On pourrait en sourire comme d’une séquence "Les patrons parlent aux patrons"... Le sondage du MR wallon ne manque pourtant pas d’intérêt. Six questions ont été posées, par Ipsos, auprès d’un échantillonnage (localisation et tailles de sociétés) de 510 patrons wallons, du 30 janvier au 9 février. Leurs réponses.

- Dans les 10 ans, 40 pc des fonctionnaires partiront à la retraite. Pour 57 pc des sondés (pointe de 63 en Brabant wallon), mieux vaut ne les remplacer que partiellement, avec dégagement de marges financières. L’autre terme de l’alternative (préserver ces emplois pour ne pas accroître le chômage) obtient 43 pc (46 dans le Hainaut). Le MR en profite pour rappeler ce qu’il appelle "la surpondération de l’emploi public" en Wallonie (38,6 pc du total des travailleurs salariés, contre 28,9 pc en Flandre).

- Faut-il limiter les allocations de chômage dans le temps ou les réduire, en améliorant l’accompagnement des chômeurs ? Ou garder des allocations à durée indéterminée, pour soutenir le pouvoir d’achat des publics fragilisés ? Pour la première solution, 71 pc de oui (jusqu’à 77 en Brabant wallon) - c’est la position la plus marquée de l’enquête. Pour la seconde, 29 pc des patrons sondés (33 dans le Hainaut).

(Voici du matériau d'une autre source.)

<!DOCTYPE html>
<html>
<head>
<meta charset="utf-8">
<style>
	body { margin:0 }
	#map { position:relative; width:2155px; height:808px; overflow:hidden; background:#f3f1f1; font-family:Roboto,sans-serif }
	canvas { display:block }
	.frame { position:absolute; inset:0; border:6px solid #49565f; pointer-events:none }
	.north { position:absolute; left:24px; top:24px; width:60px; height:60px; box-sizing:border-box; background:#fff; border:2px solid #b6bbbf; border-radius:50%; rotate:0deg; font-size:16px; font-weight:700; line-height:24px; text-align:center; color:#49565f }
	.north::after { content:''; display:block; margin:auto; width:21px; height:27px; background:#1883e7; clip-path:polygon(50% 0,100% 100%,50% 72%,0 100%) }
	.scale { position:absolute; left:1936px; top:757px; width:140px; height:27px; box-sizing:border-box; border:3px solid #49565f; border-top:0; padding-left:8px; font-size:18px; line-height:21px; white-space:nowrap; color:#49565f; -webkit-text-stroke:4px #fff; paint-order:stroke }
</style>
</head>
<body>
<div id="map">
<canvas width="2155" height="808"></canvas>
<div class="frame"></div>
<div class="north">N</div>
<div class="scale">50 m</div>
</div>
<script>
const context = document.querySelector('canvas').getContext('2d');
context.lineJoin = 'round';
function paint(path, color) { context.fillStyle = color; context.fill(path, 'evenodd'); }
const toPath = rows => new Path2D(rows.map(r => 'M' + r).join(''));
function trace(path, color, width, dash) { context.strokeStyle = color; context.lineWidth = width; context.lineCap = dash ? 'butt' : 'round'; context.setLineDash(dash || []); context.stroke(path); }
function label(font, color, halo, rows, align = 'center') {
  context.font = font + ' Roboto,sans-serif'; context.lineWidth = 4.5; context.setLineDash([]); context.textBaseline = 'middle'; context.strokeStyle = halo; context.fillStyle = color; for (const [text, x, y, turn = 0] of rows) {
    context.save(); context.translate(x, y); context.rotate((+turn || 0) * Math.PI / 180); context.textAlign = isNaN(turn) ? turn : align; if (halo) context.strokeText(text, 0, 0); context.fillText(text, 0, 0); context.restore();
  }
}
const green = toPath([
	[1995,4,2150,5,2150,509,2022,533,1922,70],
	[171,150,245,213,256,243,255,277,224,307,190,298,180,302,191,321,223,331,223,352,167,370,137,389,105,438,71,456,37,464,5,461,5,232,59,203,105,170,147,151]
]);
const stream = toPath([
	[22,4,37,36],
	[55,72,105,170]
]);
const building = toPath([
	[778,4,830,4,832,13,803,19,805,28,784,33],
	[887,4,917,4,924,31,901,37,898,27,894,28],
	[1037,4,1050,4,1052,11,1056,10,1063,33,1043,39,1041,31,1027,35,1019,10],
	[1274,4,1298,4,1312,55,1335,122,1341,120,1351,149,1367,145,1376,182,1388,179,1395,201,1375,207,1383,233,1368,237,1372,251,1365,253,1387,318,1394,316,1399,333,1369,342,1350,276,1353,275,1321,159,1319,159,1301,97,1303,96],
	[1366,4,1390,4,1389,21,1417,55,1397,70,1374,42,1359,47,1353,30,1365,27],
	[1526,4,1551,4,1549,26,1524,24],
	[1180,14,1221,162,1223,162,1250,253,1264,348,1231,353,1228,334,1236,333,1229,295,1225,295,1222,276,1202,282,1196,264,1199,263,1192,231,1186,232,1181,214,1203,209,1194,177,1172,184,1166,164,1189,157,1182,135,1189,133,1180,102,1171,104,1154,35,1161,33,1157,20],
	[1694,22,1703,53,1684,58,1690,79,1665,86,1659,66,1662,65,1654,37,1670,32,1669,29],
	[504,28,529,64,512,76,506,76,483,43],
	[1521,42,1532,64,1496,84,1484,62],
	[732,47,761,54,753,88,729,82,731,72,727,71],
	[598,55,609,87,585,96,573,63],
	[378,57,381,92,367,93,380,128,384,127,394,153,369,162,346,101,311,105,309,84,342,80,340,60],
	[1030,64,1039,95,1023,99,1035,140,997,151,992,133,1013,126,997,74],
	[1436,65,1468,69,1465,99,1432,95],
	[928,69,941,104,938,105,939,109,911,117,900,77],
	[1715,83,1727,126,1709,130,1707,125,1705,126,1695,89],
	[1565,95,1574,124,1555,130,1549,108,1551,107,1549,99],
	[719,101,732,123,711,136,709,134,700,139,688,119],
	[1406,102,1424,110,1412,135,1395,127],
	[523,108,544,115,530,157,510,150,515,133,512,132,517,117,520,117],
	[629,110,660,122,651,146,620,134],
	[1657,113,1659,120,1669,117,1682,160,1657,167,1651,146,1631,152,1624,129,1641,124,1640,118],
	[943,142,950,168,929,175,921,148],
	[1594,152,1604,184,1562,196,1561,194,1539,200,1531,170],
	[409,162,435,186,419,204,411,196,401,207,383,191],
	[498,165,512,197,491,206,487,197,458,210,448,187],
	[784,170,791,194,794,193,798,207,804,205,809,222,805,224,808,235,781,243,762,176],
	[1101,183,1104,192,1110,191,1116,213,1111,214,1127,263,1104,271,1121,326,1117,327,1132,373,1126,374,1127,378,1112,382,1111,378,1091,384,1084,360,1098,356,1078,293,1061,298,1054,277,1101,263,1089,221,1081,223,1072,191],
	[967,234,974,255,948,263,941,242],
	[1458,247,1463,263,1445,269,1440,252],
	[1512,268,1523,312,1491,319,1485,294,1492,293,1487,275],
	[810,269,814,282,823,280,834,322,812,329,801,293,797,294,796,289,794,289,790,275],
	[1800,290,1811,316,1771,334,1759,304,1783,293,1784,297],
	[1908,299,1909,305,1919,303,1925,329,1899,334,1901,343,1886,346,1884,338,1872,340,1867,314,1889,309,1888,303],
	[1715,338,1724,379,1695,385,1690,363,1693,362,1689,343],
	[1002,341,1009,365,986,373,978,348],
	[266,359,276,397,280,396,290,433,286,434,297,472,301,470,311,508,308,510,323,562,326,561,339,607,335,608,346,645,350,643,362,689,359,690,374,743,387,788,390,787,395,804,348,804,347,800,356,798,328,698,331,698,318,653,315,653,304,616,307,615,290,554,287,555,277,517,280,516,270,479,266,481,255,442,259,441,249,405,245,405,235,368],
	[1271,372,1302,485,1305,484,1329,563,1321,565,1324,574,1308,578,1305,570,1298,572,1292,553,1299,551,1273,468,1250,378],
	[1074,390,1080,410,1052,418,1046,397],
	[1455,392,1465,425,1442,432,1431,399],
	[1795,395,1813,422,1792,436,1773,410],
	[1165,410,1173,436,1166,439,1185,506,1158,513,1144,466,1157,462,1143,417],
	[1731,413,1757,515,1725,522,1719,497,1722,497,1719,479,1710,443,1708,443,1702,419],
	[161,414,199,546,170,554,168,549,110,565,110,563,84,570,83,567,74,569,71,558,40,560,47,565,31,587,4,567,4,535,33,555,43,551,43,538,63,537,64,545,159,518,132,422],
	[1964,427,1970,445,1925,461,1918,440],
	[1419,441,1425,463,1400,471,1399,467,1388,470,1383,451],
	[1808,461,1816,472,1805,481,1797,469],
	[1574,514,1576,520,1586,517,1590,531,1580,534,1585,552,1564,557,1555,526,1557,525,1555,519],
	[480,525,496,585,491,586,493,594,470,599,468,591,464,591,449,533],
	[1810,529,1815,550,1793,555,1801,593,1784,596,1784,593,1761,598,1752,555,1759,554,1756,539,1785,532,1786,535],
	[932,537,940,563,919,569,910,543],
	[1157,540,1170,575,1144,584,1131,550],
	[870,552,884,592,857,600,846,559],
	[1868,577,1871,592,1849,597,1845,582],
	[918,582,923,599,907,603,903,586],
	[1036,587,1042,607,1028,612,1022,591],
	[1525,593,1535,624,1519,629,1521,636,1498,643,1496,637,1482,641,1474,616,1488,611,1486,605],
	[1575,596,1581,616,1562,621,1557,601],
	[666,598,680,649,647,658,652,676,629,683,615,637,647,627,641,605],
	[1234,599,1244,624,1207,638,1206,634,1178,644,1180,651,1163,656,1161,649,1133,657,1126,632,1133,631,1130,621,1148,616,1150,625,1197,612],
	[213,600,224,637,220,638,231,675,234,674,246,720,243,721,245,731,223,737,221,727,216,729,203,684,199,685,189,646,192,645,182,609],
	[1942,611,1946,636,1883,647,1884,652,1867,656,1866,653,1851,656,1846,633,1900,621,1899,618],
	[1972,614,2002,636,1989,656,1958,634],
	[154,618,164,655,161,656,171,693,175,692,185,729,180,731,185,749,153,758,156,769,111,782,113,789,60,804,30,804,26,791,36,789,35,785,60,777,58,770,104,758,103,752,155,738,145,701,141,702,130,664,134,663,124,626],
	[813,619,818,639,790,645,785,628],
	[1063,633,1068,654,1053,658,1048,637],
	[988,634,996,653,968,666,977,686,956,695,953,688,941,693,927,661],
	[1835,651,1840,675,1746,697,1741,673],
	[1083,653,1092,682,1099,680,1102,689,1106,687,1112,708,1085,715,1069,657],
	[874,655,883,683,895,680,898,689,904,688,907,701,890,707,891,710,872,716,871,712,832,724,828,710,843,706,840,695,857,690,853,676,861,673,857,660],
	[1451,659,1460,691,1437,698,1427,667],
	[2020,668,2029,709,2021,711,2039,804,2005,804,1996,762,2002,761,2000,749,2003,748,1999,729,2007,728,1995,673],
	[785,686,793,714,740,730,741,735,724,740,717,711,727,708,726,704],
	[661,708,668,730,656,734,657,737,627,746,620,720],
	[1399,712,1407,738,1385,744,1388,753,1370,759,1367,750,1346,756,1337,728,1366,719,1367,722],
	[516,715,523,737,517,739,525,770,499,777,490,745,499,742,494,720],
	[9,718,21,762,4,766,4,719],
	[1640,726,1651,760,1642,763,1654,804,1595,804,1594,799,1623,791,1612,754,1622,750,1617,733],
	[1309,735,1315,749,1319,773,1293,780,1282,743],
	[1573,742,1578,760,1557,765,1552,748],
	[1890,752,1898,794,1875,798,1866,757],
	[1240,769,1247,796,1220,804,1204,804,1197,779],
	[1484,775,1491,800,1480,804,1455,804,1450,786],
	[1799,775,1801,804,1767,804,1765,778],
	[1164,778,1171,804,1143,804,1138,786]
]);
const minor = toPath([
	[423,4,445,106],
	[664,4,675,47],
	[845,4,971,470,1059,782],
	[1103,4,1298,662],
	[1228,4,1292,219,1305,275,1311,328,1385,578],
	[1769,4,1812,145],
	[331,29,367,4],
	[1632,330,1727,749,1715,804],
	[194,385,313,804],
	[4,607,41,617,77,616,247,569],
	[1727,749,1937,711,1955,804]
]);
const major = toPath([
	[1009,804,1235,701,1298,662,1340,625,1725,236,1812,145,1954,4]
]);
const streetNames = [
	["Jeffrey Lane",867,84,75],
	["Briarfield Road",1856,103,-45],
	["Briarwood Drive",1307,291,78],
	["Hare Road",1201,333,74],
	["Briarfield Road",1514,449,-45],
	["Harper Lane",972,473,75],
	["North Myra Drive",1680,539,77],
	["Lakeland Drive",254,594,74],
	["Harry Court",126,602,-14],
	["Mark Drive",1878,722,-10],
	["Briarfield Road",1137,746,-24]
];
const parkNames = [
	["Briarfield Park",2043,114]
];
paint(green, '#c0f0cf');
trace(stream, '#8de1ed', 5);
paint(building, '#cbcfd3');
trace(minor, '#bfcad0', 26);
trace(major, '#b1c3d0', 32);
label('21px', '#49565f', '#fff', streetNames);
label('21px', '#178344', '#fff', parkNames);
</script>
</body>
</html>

- Est-il opportun de supprimer progressivement les provinces ? Oui à 63 pc (jusqu’à 69 en province de Liège et 71 en Brabant wallon, 67 dans les entreprises de plus de 50 personnes); non à 37 pc (42 en Hainaut et Namur/Luxembourg). "Assez tournicoté autour du problème" , commente le chef de groupe MR, Serge Kubla, qui naguère courut le risque d’être gouverneur brabançon...

- Quel type d’aides préférer ? Une diminution fiscale linéaire et automatique; ou, à effort public similaire, des subsides liés aux investissements ? La préférence à la diminution fiscale est nette : 70 pc (jusqu’à 75 en Hainaut), contre 30 pc (42 dans les entreprises de plus de 50 personnes). Ajoutons : en 2008, les aides à l’expansion (en gros, le second terme de la présente alternative) pesaient quelque 200 millions (sans diverses subventions énergie et recherche). Or, 200 millions représentent environ 10 pc de l’impôt des sociétés perçu en Wallonie. A budget équivalent, on pourrait donc remplacer les subventions par une réduction de 10 pc de l’Isoc... à condition que celui-ci soit régionalisé !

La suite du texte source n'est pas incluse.